ACTIVITY
Exactly reproduce the lines beginning with the line that includes "Annotation task. Transcribe" and ending with the last line of the data.

(Beginning of RECORDS FOR THE EXERCISE)

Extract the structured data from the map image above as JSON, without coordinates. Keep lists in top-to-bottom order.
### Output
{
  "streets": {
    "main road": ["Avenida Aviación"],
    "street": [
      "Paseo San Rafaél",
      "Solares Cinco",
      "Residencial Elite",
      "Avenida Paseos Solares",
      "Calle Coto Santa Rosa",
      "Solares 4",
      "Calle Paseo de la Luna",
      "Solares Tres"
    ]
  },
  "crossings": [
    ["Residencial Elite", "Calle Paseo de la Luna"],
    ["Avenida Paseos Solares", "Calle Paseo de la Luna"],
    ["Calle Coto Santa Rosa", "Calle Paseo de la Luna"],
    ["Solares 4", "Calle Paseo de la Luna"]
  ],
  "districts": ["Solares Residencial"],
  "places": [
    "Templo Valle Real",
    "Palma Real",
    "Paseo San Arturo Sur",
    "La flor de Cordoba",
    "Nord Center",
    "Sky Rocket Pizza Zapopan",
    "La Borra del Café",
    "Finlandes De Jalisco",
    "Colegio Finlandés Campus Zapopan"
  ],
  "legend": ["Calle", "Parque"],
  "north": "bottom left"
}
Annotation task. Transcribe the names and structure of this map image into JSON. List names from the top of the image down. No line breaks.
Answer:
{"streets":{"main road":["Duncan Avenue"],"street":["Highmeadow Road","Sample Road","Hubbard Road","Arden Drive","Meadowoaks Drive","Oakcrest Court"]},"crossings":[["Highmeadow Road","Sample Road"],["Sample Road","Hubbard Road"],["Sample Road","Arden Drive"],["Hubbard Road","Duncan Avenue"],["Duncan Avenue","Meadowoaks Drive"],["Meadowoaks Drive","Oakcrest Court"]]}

(End of RECORDS FOR THE EXERCISE)

RESPONSE
Annotation task. Transcribe the names and structure of this map image into JSON. List names from the top of the image down. No line breaks.
Answer:
{"streets":{"main road":["Duncan Avenue"],"street":["Highmeadow Road","Sample Road","Hubbard Road","Arden Drive","Meadowoaks Drive","Oakcrest Court"]},"crossings":[["Highmeadow Road","Sample Road"],["Sample Road","Hubbard Road"],["Sample Road","Arden Drive"],["Hubbard Road","Duncan Avenue"],["Duncan Avenue","Meadowoaks Drive"],["Meadowoaks Drive","Oakcrest Court"]]}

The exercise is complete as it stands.